If you are able to do this, you have earned a black belt in the art of managing up the ladder. This is where The Boss comes in with something for you to do and you turn it around so The Boss actually ends up doing all the work. Here’s an example (listen and learn, grasshopper):
The Boss comes in and says, “Wheezle, I need you to get three referrals by the end of the day!” Wheezle says, “Sure thing, Boss! Say, didn’t I over hear you say you finally beat Mr. Wilkerson on the Olde Pinenut course last weekend?” “Yeah, ha, ha, drained a forty-four footer!” “Wow! You must have been on fire! Who was in your foursome?” “Well, Wilkerson, Brewster and Colyn…..With a ‘y’.” “That’s a crew. I bet the jokes were flying all day.” “You betcha! I wish I could remember em all.” “Yeah, wow….you know? I’ve been trying to see Wilkerson, Brewster and Colyn for the past couple years and I just haven’t been able to get an appointment.” “You don’t say.” “Yeah…..” Silence. “You know what, Wheezle? I can get you in. Let me work on it.” “Oh, that would be great, Boss. Here’s a few dates I’m available, at least right now. Do you think you could get those appointments together by the end of the day? You know how fast calendars fill up around here.” “Don’t I know it, Wheezle. Hey, let me get right on this. It’s a great excuse to brush up on those jokes again. I’ll be right back.”

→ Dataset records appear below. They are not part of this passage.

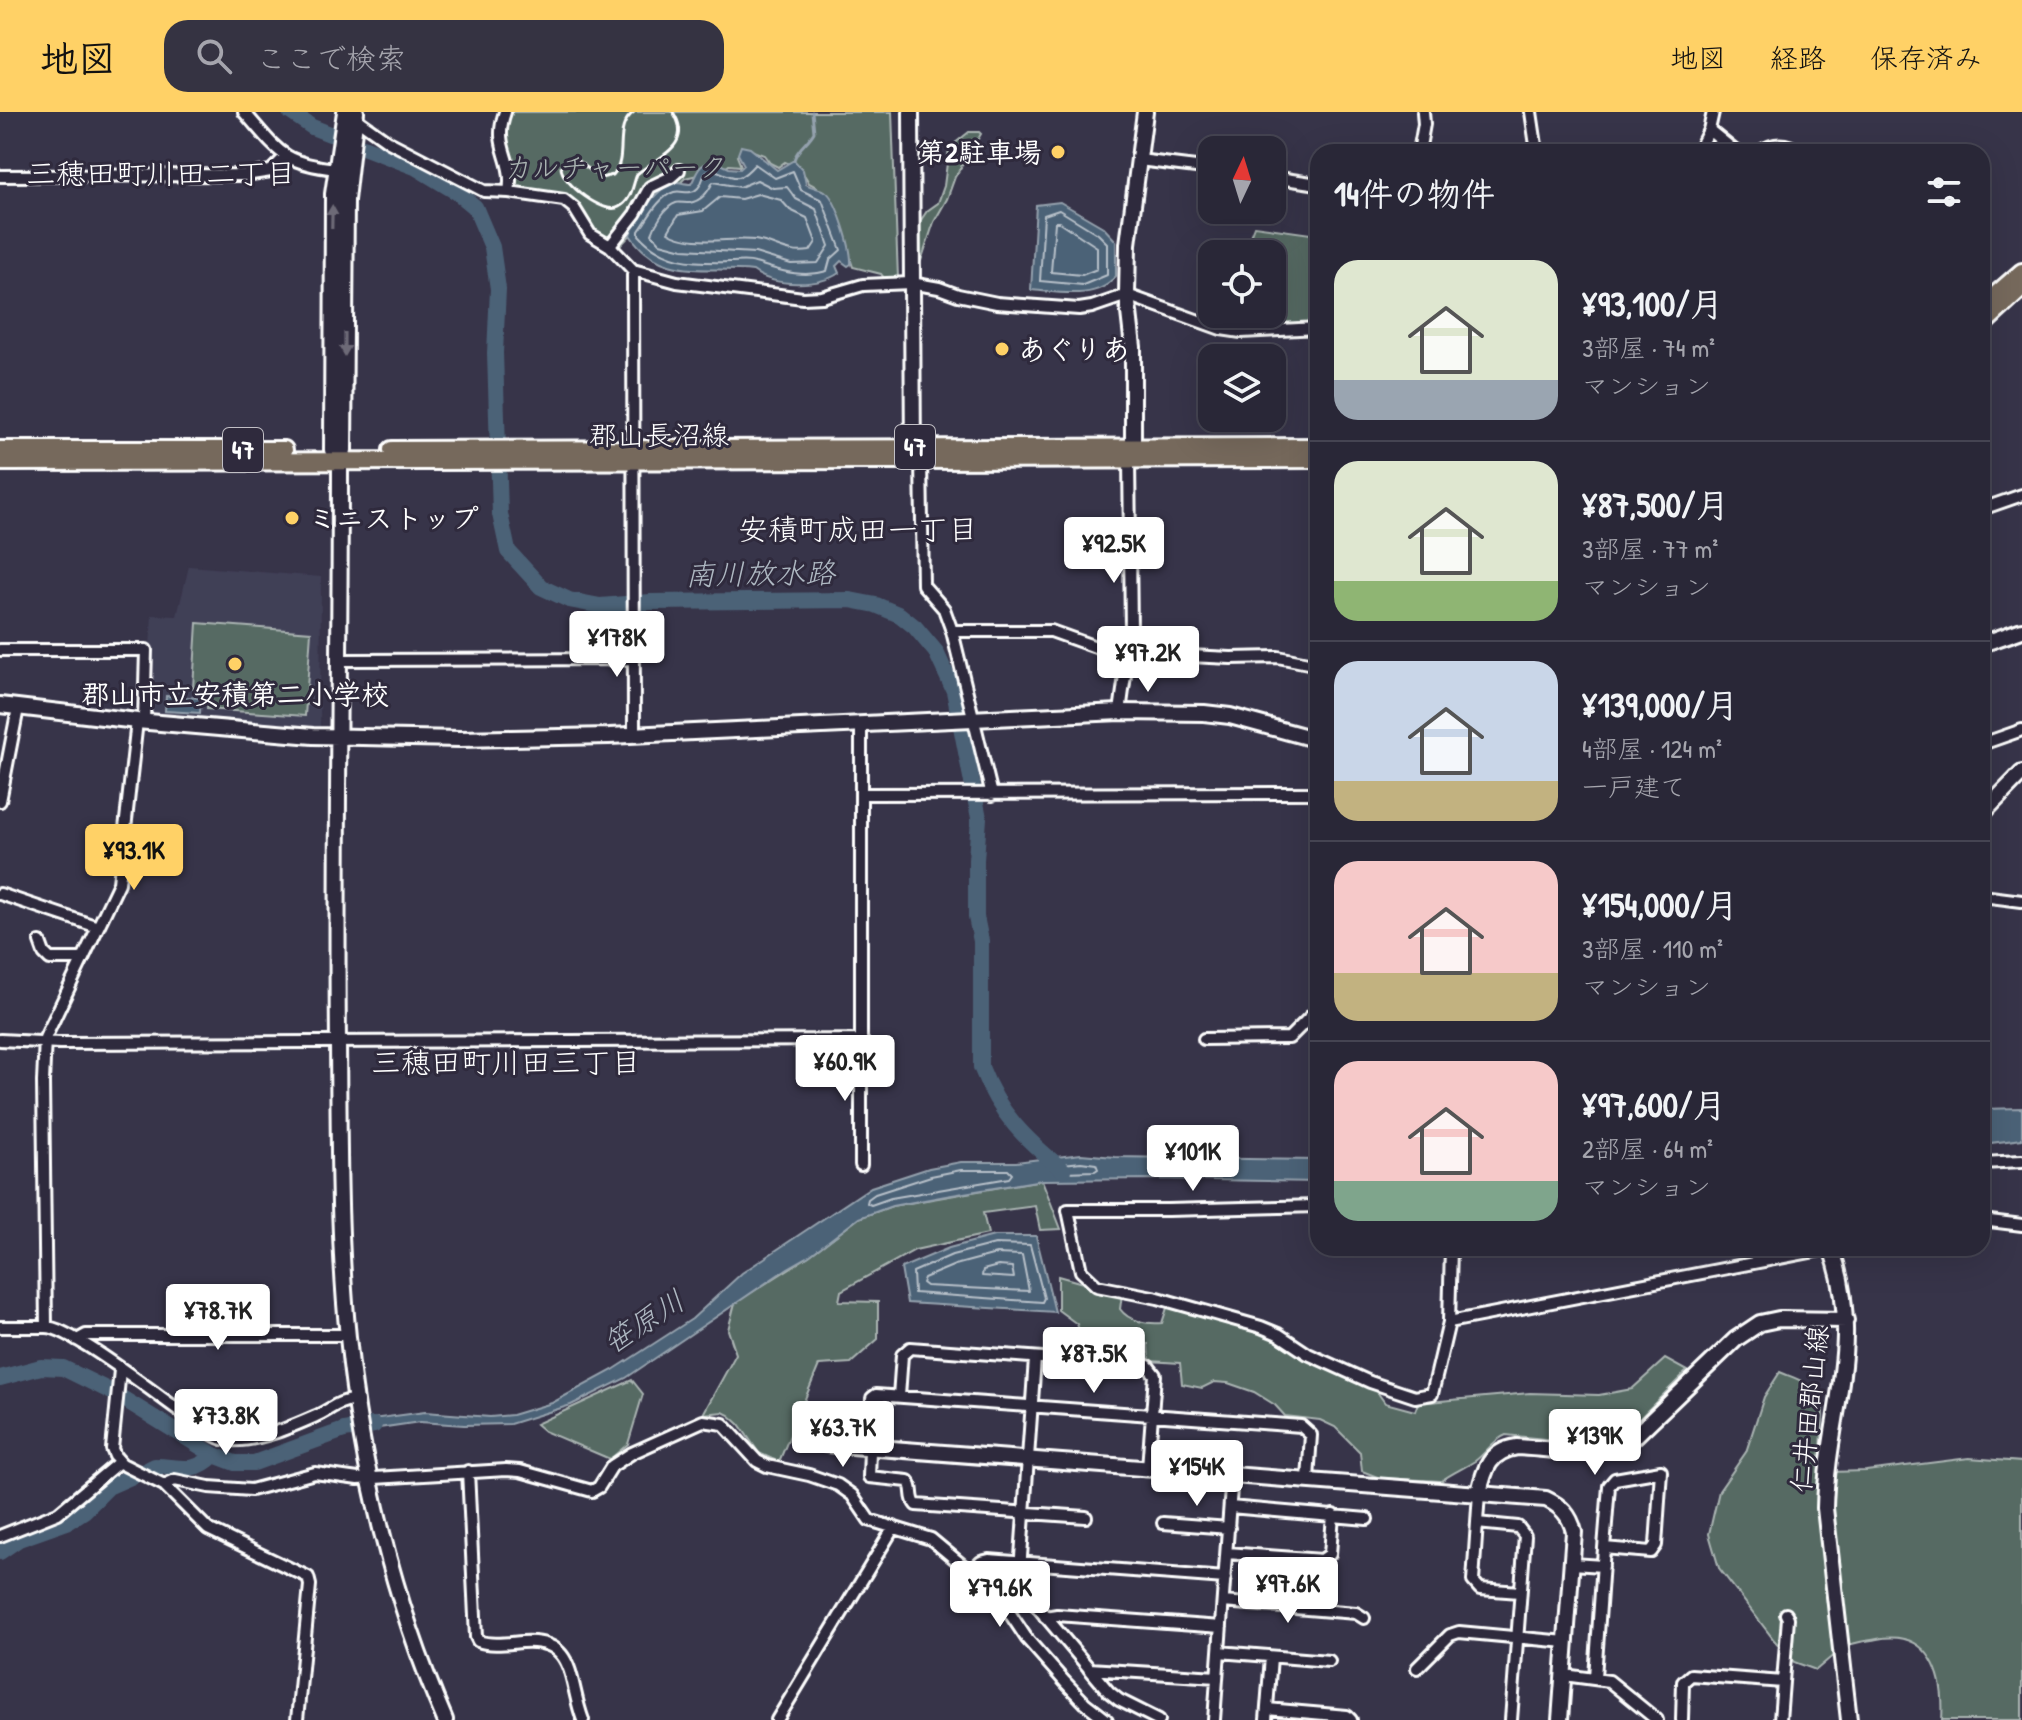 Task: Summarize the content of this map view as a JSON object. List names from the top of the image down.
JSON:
{
  "streets": {
    "main road": ["郡山長沼線", "47"],
    "street": ["仁井田郡山線"]
  },
  "districts": ["三穂田町川田二丁目", "安積町成田一丁目", "三穂田町川田三丁目"],
  "water": ["南川放水路", "笹原川"],
  "parks": ["カルチャーパーク"],
  "places": [
    "第2駐車場",
    "あぐりあ",
    "ミニストップ",
    "郡山市立安積第二小学校"
  ],
  "north": "top",
  "page": {
    "header": "地図",
    "search": "ここで検索",
    "nav": ["地図", "経路", "保存済み"],
    "heading": "14件の物件",
    "list": [
      {
        "name": "¥93,100/月",
        "note": "3部屋 · 74 m² · マンション"
      },
      {
        "name": "¥87,500/月",
        "note": "3部屋 · 77 m² · マンション"
      },
      {
        "name": "¥139,000/月",
        "note": "4部屋 · 124 m² · 一戸建て"
      },
      {
        "name": "¥154,000/月",
        "note": "3部屋 · 110 m² · マンション"
      },
      {
        "name": "¥97,600/月",
        "note": "2部屋 · 64 m² · マンション"
      }
    ],
    "price": [
      "¥92.5K",
      "¥178K",
      "¥97.2K",
      "¥93.1K",
      "¥60.9K",
      "¥101K",
      "¥78.7K",
      "¥87.5K",
      "¥73.8K",
      "¥63.7K",
      "¥139K",
      "¥154K",
      "¥97.6K",
      "¥79.6K"
    ]
  }
} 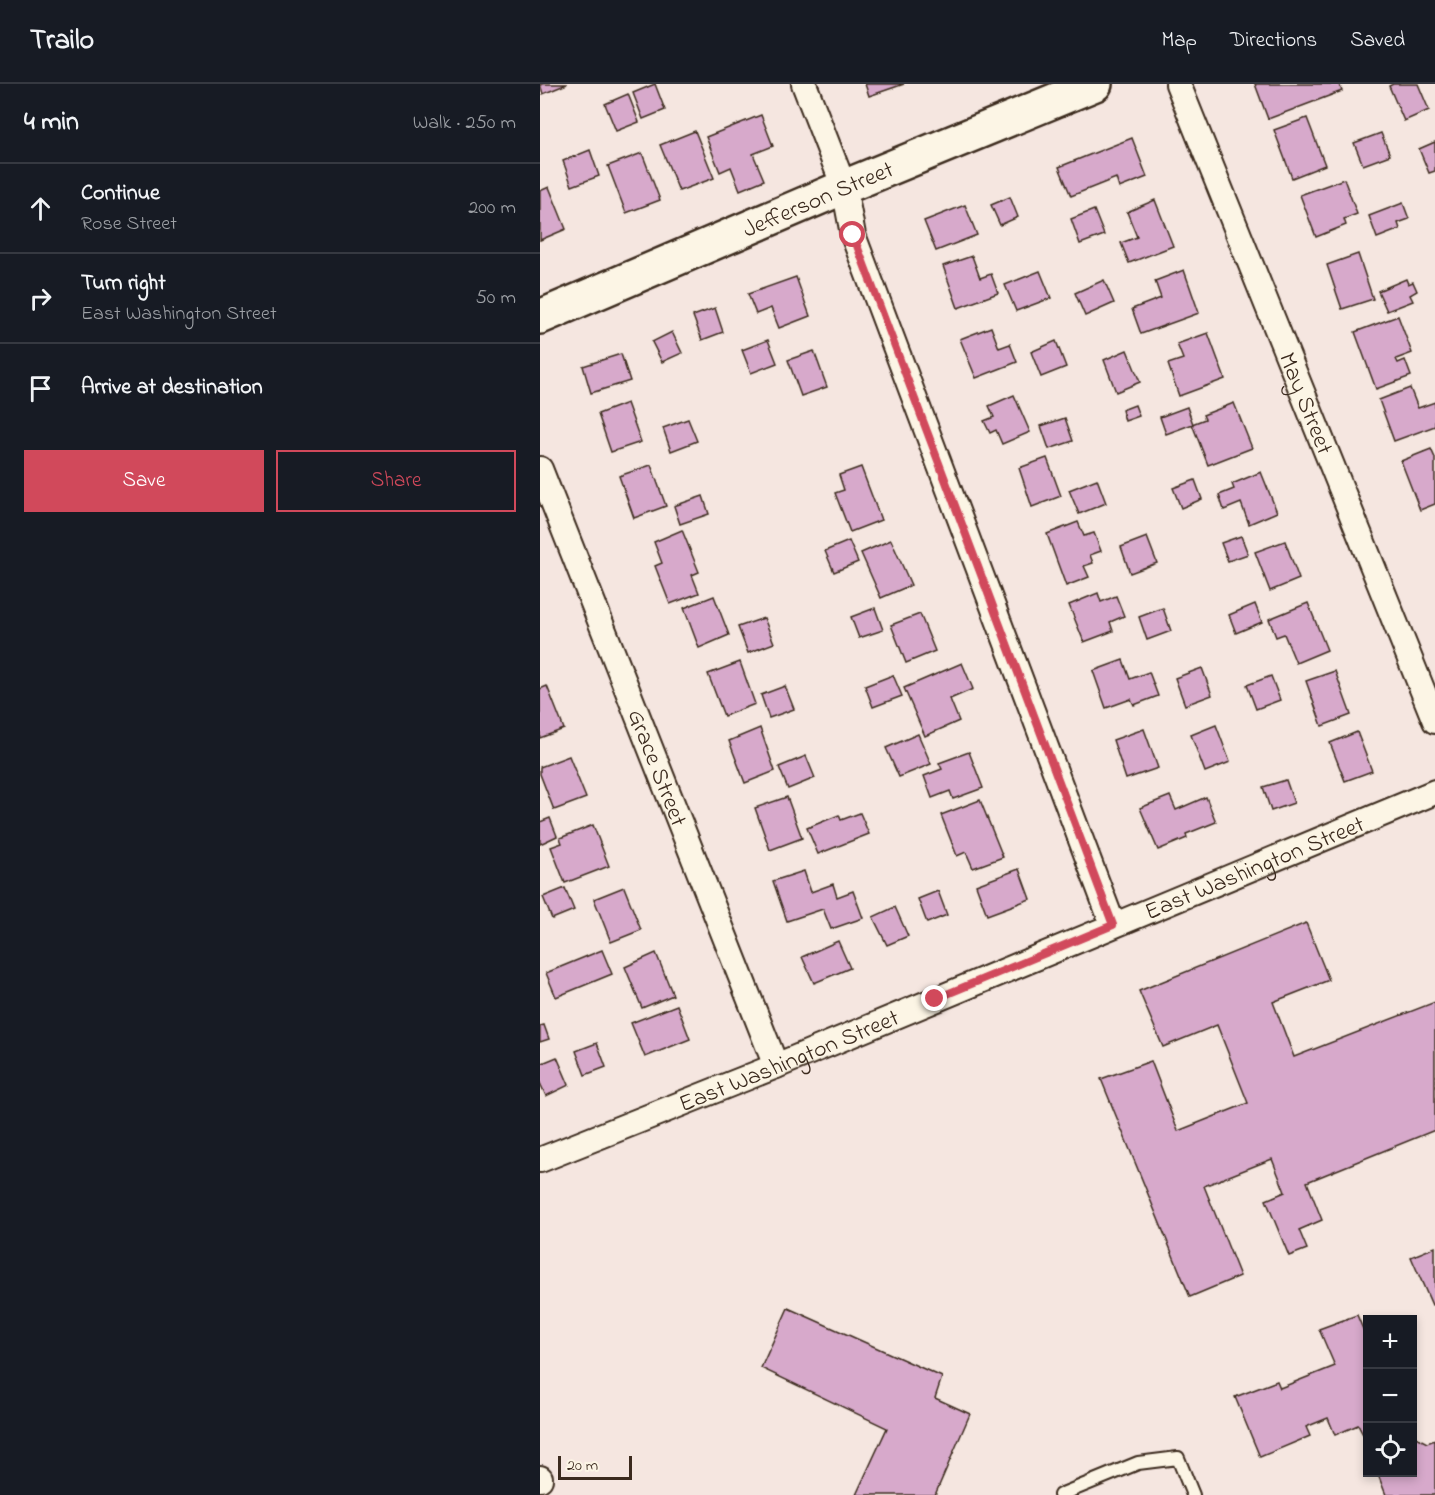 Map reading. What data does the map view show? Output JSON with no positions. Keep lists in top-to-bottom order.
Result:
{
  "streets": {
    "street": [
      "Jefferson Street",
      "May Street",
      "Grace Street",
      "East Washington Street"
    ]
  },
  "crossings": [
    ["Grace Street", "East Washington Street"]
  ],
  "scale_bar": "20 m",
  "page": {
    "header": "Trailo",
    "nav": ["Map", "Directions", "Saved"],
    "heading": ["4 min", "Walk · 250 m"],
    "list": [
      ["Continue", "Rose Street", "200 m"],
      ["Turn right", "East Washington Street", "50 m"],
      "Arrive at destination"
    ],
    "buttons": ["Save", "Share"],
    "map_buttons": ["+", "−"],
    "scale": "20 m"
  }
} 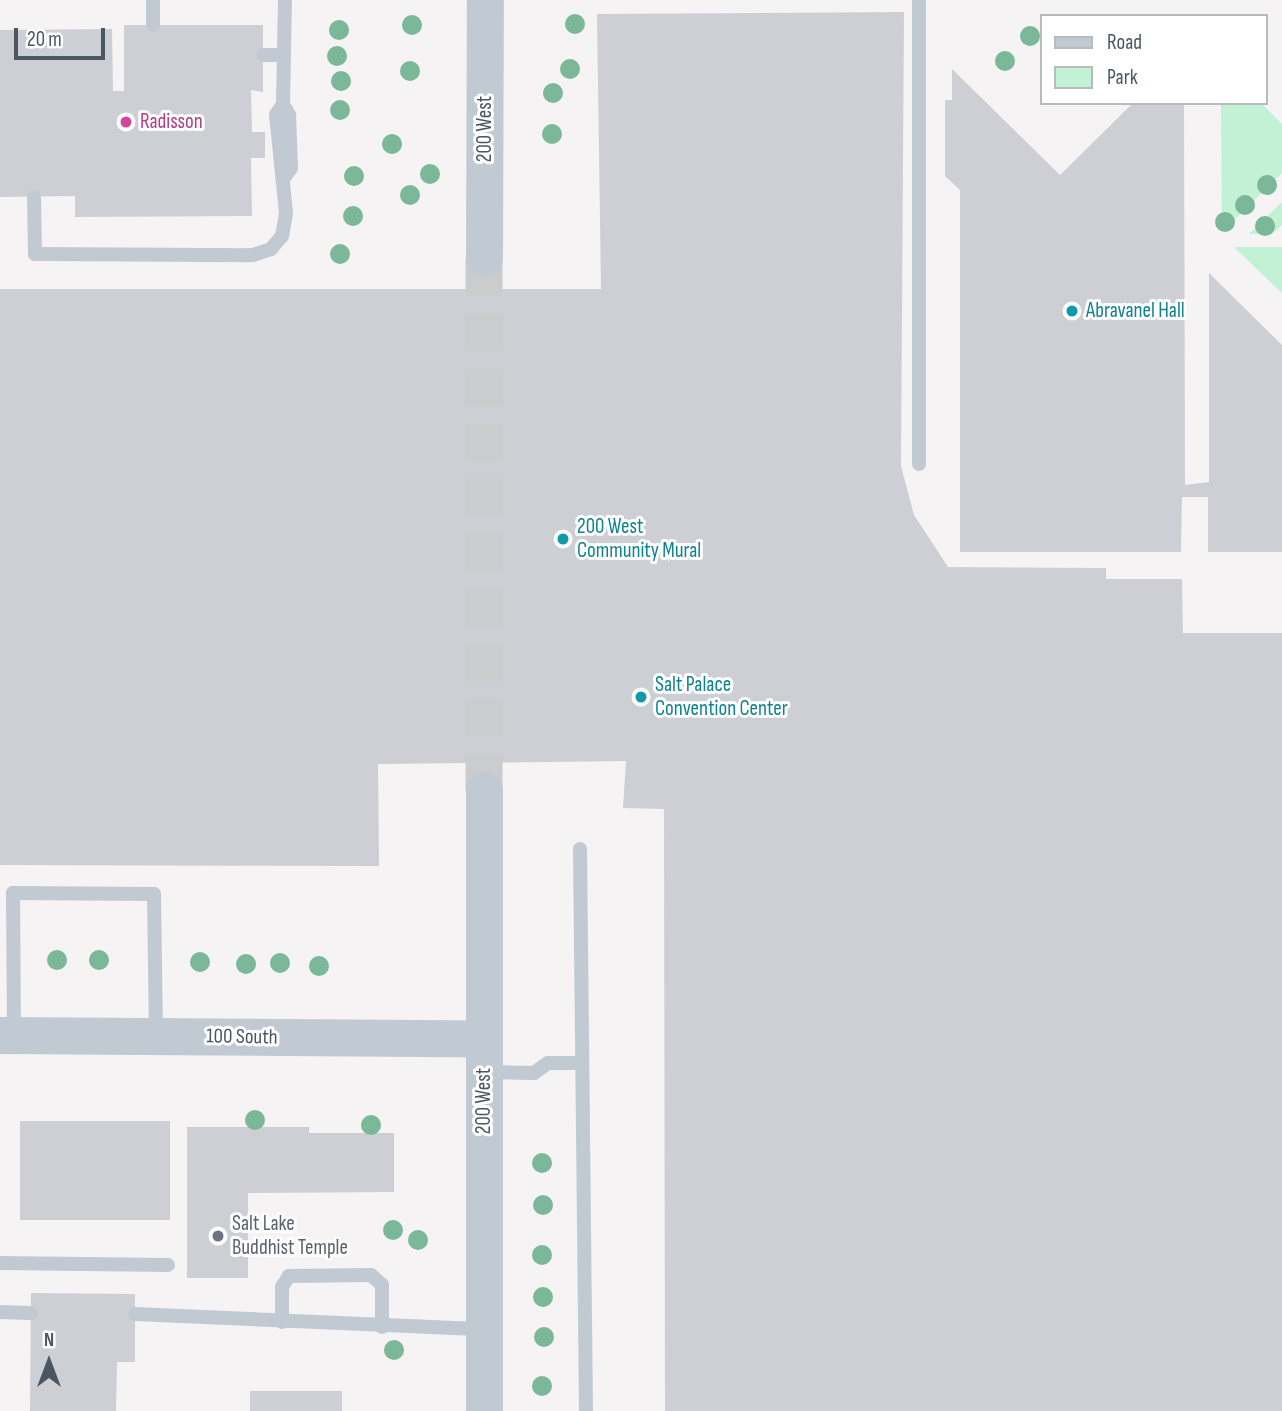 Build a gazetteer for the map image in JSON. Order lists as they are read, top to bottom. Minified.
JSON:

Who’s the master and who’s the pupil?
Now, you might be asking yourself why would I risk getting my ascot in a sling and losing a subscription to my favorite mag by telling you this? Because I am concerned that, at times like these when the economy is under stress and we all are under stress, we stop being honest with ourselves and we start telling each other what we think the other really wants to hear.
From my own perspective, there’s two problems with this. One, the only thing I really want to hear is, “Wow! You look great! Are you losing weight?” (And no one in their right mind has said that to me in a while.)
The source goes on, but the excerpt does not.